The manufacturer can’t even call it Scotch, mind you, because distillers in Scotland control the use of that term. And they carry swords the size of helicopter blades. But they still call it “whiskey”…why? In any event, it turns out that (as far as I can tell) it’s not distilled in Scotland, although…wait a second, “distilled”??? How do you distill something that’s alcohol-free?
This thing hurts my brain.
As a science nerd, of course, I want to know what the hell this crap is made out of — other than the souls of the innocent. In that, the website is of no help:
Specifications: Made from natural identical ingredients in accordance with EEC regulations and from artificial flavors and natural malt extract in accordance with the US Food and Drug Administration (FDA).
Custom Labels: The text on the labels will be printed according to the health and import regulations of the distributor’s home country.
The good news is that it’s still at the distribution stage, and as far as I can tell doesn’t appear to be on the shelves anywhere. The minimum order is 1,200 cases, so if you want some of this stuff you’d better be thirsty for abomination.

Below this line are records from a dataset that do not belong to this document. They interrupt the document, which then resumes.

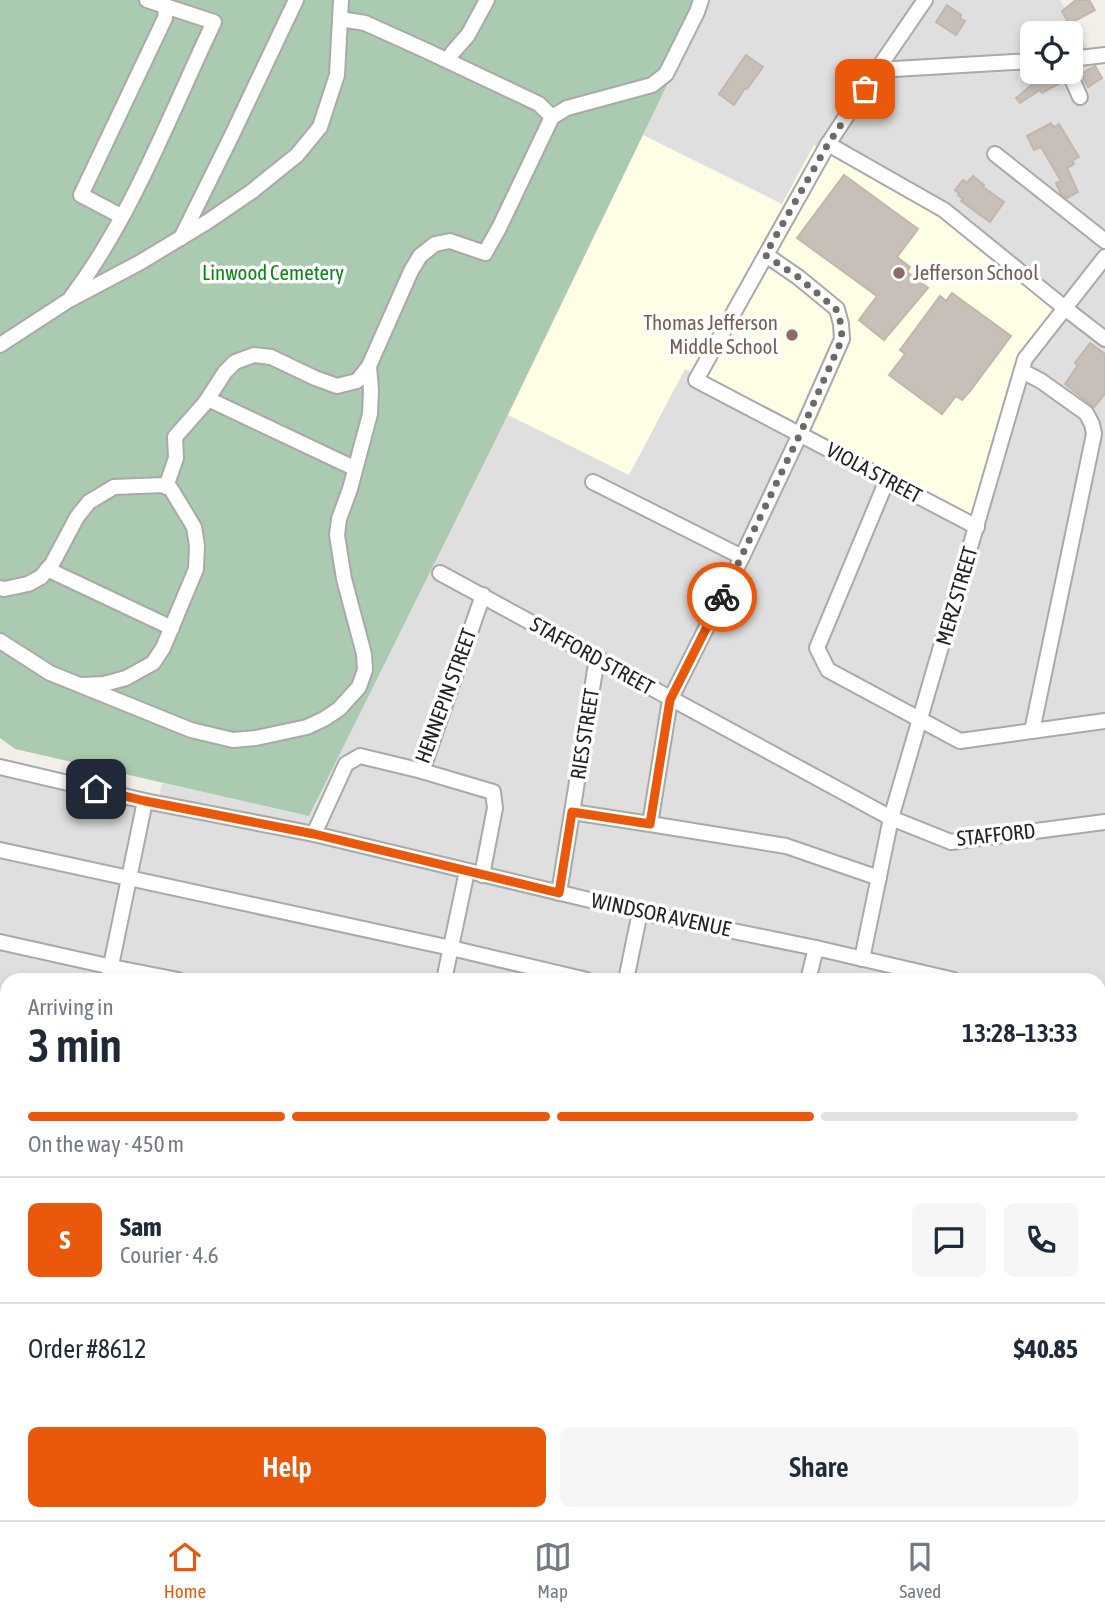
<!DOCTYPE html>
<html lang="en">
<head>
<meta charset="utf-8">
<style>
  body { margin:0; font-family:"Asap Condensed",sans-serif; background:#f6f6f7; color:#1f2937; height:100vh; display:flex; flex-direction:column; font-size:26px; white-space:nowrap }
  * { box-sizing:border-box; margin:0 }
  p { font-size:23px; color:#747a83 }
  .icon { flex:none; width:38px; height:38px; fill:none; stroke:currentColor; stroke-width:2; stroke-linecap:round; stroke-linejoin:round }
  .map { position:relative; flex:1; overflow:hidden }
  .sheet { position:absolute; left:0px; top:973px; width:1106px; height:548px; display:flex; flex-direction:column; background:#fff; border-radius:21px 21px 0 0; box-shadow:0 4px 10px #0003 }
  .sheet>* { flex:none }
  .buttons { position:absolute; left:1020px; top:21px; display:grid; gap:14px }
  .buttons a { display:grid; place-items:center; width:63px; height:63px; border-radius:10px; background:#fff; box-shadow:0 4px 10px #0003; font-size:35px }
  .pin { position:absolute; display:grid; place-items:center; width:60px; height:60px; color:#fff; margin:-30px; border-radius:14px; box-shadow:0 4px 10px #0006 }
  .courier { position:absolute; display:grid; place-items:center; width:70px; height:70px; margin:-35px; border:5px solid #ea580c; border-radius:50%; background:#fff; color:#222; box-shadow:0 2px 9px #0007 }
  .summary em { font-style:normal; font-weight:600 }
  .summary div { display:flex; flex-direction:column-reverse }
  .summary { display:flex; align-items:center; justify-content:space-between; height:119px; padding:0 28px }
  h1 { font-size:46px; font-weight:600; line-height:52px }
  .bar { display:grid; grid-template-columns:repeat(4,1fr); gap:10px 7px; align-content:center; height:84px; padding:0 28px }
  .bar i { height:9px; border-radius:5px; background:#e0e1e3 }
  .bar .active { background:#ea580c }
  .bar p { grid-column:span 4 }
  .line { display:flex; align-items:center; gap:18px; padding:0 28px; border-top:2px solid #e0e1e3 }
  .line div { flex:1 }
  .round { display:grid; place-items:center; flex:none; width:74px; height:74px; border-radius:10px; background:#f6f6f7 }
  .primary-button { display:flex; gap:14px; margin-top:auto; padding:14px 28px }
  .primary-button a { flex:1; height:80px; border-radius:10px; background:#ea580c; color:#fff; font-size:28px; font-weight:600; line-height:80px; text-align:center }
  .primary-button a+a { background:#f6f6f7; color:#1f2937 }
  .menu { display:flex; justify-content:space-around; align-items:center; height:98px; border-top:2px solid #e0e1e3; background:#fff; font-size:19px; color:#747a83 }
  .menu a { display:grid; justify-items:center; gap:4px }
  .menu .active { color:#ea580c }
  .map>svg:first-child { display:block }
</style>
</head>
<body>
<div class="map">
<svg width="1105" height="1520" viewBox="0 0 1105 1520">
  <rect width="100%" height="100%" fill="#f2efe9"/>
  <g fill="#e0dfdf" fill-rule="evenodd">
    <path d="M708 0H1060L1105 81V1358H1099V980H7V1414L0 1415V776L156 812 162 783 309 816ZM1032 33H1071V72H1032Z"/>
    <polygon points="343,1514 905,1514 905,1520 344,1520"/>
  </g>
  <polygon fill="#ebdbe8" points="7,1414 7,1514 343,1514 343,1520 0,1520 0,1415"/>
  <polygon fill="#ffffe5" points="643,135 782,204 814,145 941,216 1057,311 1018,359 974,518 685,369 629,475 508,415"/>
  <polygon fill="#aacbaf" points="0,0 708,0 497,437 309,816 15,749 0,738"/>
  <polygon fill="#c8facc" points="1099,1452 1105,1453 1105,1520 905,1520 905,1514 1099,1514"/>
  <g fill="#c7bfb8" stroke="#c4b6ab" stroke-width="2">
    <polygon points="1076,0 1089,0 1095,10 1069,24 1062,11"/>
    <polygon points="947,5 961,15 960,18 965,21 956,35 936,22"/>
    <polygon points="746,55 763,67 747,89 745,88 734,105 719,94"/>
    <polygon points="1095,66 1102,78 1088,87 1081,74"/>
    <polygon points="1054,72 1057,72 1062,82 1042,93 1040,90 1020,103 1016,98 1042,76 1043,78"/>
    <polygon points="1051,123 1054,127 1059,124 1079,157 1072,160 1074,164 1067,168 1078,192 1067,198 1061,194 1056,183 1061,181 1041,147 1034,150 1027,136"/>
    <polygon points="844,175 918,229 897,257 910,267 907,272 928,288 884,340 859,320 877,296 797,238"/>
    <polygon points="973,176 984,185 983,187 1004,202 990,222 961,201 963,199 958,195 959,193 955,190 963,180 966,183"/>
    <polygon points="952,293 1011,336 970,391 962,400 956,396 942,414 889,375 905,354 900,350 940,296 946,301"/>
    <polygon points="1090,343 1105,354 1105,394 1094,407 1065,384 1078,365 1075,363"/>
  </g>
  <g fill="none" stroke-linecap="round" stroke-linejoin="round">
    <g stroke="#a9a9a9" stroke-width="18">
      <g id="minor">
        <polyline points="340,19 365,23 427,51 539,104 552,117"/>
        <polyline points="1071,59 1105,55"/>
        <polyline points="448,60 453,52 468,35 487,0"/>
        <polyline points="877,70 925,0"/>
        <polyline points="1069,72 1080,97"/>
        <polyline points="828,144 944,210 1066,309 1105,339"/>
        <polyline points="995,154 1105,241"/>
        <polyline points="121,216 81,195 165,18 166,6"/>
        <polyline points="181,238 232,135 296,0"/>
        <polyline points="766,255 798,277 837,309 841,324 842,339 800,434 742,557 670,700 650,824 786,846 879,878"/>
        <path d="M72 296C133 215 170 114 214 22L147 0"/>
        <polyline points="0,345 69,300 139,263 207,222 251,192 297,155 320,127 337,75 341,0"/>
        <polyline points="1022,371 1041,381 1086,413 1092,424 1094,434 1032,731"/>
        <polyline points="208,399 354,468"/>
        <polyline points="887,480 817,648 828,670 960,741 1105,721"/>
        <polyline points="593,482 742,557"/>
        <polyline points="166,487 176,458 175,437 205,403 225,372 235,362 254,355 271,357 315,378 337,386 357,381 369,366 411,271 420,256 435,244 450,241 485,253 499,228 552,117 567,108 652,85 666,74 697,12 701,0"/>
        <polyline points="977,527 696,380 828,144 877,70 1032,61"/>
        <polyline points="47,569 172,628"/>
        <polyline points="440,573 891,818 951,842 1105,822"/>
        <polyline points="0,588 4,589 28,584 41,577 52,564 77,517 89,502 114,487 163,485 171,489 194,527 197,545 196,569 163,648 153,663 126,678 104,684 83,685"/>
        <polyline points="0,641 50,673 191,730 233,740 256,738 307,727 324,719 339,709 359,687 365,670 364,654 344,579 337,535 339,519 350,489 370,414 371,390 369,366"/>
        <polyline points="0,767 145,801 314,834 640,912 816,948 954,980"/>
        <polyline points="422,771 493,792 495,808 482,875"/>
        <polyline points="572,812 650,824"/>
        <polyline points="314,834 346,764 360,756 422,771 483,595"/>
        <polyline points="0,850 451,948 587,980"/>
        <polyline points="559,893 597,658"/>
        <polyline points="0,942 112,967 178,980"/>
        <polyline points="862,959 891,818 1025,359 1105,257"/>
        <polyline points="108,980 145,801"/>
        <polyline points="444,980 467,871"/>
        <polyline points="626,980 640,912"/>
        <polyline points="808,980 816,948"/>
        <polyline points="1099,1009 1105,1010"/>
        <polyline points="0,1023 7,1025"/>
        <polyline points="1099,1096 1105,1098"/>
        <polyline points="1099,1176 1105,1177"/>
        <polyline points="1099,1260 1105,1260"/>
        <polyline points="0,1328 7,1327"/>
        <polyline points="1099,1366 1105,1366"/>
        <polyline points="1099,1386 1105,1386"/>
        <polyline points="1099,1420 1105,1420"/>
        <polyline points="0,1480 7,1479"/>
        <polyline points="347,1514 348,1520"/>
        <polyline points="898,1514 898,1520"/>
      </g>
    </g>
    <use href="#minor" stroke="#fff" stroke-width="14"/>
  </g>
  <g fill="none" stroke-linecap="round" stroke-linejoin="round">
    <polyline stroke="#6b6a68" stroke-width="7" stroke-dasharray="0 12.6" points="722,597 800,434 842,339 841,324 836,309 798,277 765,255 828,144 865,89"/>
    <polyline stroke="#ea580c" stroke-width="9" points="96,789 145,801 314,834 559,893 572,812 650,824 670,700 722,597"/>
  </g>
  <g fill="#8d6e63" stroke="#fff" stroke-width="2.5">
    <circle cx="899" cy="273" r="7"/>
    <circle cx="792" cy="335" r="7"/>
  </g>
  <g text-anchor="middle" stroke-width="7" stroke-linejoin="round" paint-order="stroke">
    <g font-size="21" fill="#0c8416" stroke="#fff">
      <text x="273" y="280">Linwood Cemetery</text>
    </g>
    <g font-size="21" fill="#785e54" stroke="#fff" text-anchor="start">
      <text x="913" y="280">Jefferson School</text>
      <text x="778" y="330" text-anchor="end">Thomas Jefferson<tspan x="778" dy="24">Middle School</tspan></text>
    </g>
    <g font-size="21" fill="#222" stroke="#fff">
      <text transform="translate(874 473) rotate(28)" y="7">VIOLA STREET</text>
      <text transform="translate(957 596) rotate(-74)" y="7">MERZ STREET</text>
      <text transform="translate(592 656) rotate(29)" y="7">STAFFORD STREET</text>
      <text transform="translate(446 696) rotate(-70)" y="7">HENNEPIN STREET</text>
      <text transform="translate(585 734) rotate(-81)" y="7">RIES STREET</text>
      <text transform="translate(996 835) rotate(-6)" y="7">STAFFORD</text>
      <text transform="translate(661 915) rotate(12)" y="7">WINDSOR AVENUE</text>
    </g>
  </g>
</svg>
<div class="buttons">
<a><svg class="icon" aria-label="locate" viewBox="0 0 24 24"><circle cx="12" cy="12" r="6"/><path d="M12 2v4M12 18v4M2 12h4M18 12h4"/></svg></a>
</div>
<div class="pin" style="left:865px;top:89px;background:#ea580c"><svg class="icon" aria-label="bag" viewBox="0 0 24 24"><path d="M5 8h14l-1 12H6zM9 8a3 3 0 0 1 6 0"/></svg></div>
<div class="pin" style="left:96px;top:789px;background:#1f2937"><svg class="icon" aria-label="home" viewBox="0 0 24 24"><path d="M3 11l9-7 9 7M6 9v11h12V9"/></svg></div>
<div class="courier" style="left:722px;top:597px"><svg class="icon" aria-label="bike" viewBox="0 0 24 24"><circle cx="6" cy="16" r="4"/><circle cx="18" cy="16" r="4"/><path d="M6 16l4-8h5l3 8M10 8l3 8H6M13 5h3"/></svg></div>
<section class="sheet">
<div class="summary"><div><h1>3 min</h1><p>Arriving in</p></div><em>13:28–13:33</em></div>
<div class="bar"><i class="active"></i><i class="active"></i><i class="active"></i><i></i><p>On the way · 450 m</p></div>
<div class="line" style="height:126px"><b class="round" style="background:#ea580c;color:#fff">S</b><div><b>Sam</b><p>Courier · 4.6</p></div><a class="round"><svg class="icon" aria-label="chat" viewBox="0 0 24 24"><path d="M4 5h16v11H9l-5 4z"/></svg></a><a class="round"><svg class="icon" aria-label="phone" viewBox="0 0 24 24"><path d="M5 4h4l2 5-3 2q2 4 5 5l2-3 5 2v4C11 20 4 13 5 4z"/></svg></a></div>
<div class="line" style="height:91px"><div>Order #8612</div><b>$40.85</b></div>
<div class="primary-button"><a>Help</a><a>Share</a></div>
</section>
</div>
<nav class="menu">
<a class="active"><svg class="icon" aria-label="home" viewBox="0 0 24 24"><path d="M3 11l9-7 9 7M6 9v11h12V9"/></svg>Home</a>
<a><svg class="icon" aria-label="map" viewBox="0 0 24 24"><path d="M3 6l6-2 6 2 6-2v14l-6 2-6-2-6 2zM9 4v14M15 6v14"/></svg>Map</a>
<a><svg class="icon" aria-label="saved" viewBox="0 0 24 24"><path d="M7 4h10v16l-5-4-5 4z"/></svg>Saved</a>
</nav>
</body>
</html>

Apparently having not yet secured their places in Hell, the same producer sells whisky in a can, which “will be available soon” — check it:
Scottish Spirits’ Whisky in a can is not produced in Scotland, therefore it is not Scotch Whisky , it is whisky and will be only marketted as such [sic.]
It turns out that the company is “Registered in Panama,” by which I assume they mean incorporated — though they claim to have a “distribution center” in Glasgow. Their domain is also registered in Panama.